Godot Version
4.2.2
So essentialy I have a problem with AnimatedSprite2D. I want to create a FNaF based game (I rendered every animation and frame in blender before) and I’ve run in some issues. When I try to run the game, even though the AnimatedSprite2D is turned off hidden and none animation is playing, the game only displays the godot logo and doesn’t load and straight up crashes after a while. I’ve checked and this is the node that makes the problem. Have anyone any idea what to use (what node) or how to solve this problem. The frames are 2gb in size and all of that 2gb were placed into seperate animations in animatedsprite2d.
Two gigabytes?! I hope that’s for all of them and not each individual frame…
In either case, you almost definitely want to optimize your images - Run them through basically any PNG optimizer and make sure they’re not bigger dimensions than you’d expect someone to be playing the game at.
Hi. Thanks for responding. 2 gb of data is the total size of frames.
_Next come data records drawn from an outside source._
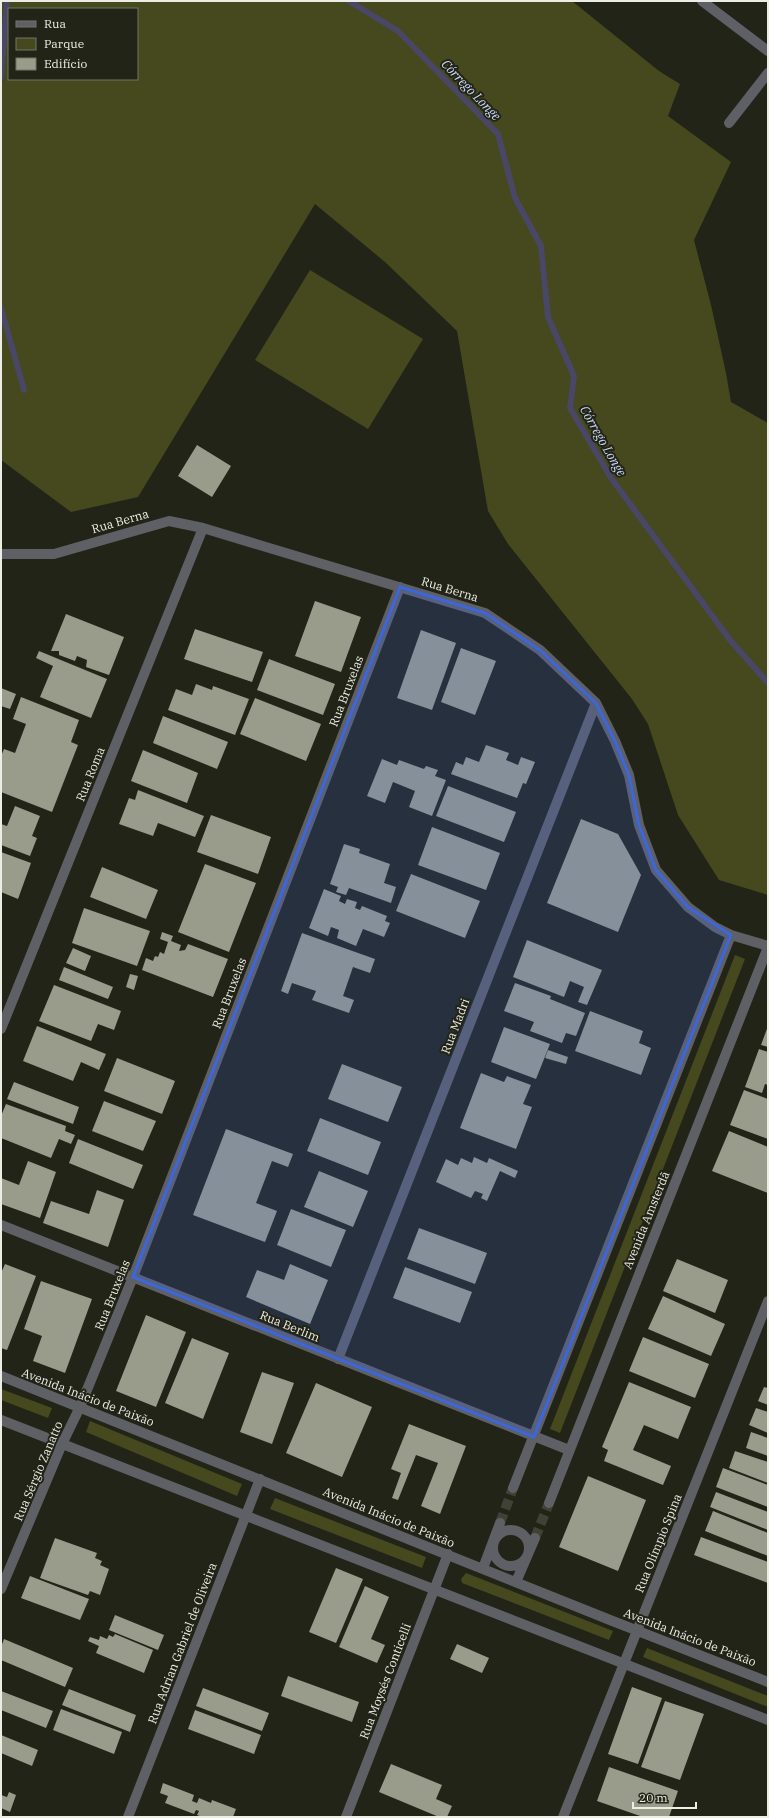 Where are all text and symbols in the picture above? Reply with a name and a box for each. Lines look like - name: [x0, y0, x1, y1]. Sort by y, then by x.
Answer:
- legend: [8, 8, 138, 80]
- text: Rua: [44, 16, 66, 31]
- text: Parque: [44, 36, 84, 51]
- text: Edifício: [44, 56, 88, 71]
- water label: Córrego Longe: [438, 56, 505, 124]
- water label: Córrego Longe: [576, 403, 630, 480]
- street label: Rua Berna: [90, 506, 151, 536]
- street label: Rua Berna: [420, 573, 481, 605]
- street label: Rua Bruxelas: [326, 653, 366, 729]
- street label: Rua Roma: [72, 744, 108, 803]
- street label: Rua Bruxelas: [209, 955, 249, 1031]
- street label: Rua Madri: [438, 996, 473, 1056]
- street label: Avenida Amsterdã: [620, 1169, 673, 1271]
- street label: Rua Bruxelas: [91, 1257, 133, 1332]
- street label: Rua Berlim: [258, 1307, 323, 1345]
- street label: Avenida Inácio de Paixão: [20, 1365, 157, 1429]
- street label: Rua Sérgio Zanatto: [10, 1419, 66, 1523]
- street label: Avenida Inácio de Paixão: [321, 1484, 457, 1550]
- street label: Rua Olímpio Spina: [631, 1491, 685, 1595]
- street label: Rua Adrian Gabriel de Oliveira: [144, 1560, 220, 1726]
- street label: Avenida Inácio de Paixão: [622, 1605, 759, 1669]
- street label: Rua Moysés Conticelli: [356, 1621, 414, 1741]
- scale bar: [633, 1784, 696, 1810]
- text: 20 m: [639, 1790, 668, 1805]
I was thinking of optimizing the images but I didn’t want to really do it because the game graphics are 100% based on these frames, so I want them good quality. Every frame is 1920x1080 as well at the game viewport (1920x1080). Essentially what I did is I divided the animations in like 10 different SpriteFrames and loaded them in my code. It worked but is still draining 4 gb of ram.
The thing about PNG optimization is that most of it is lossless - most things encode PNG data really poorly, and so you can optimize it without it looking visually worse.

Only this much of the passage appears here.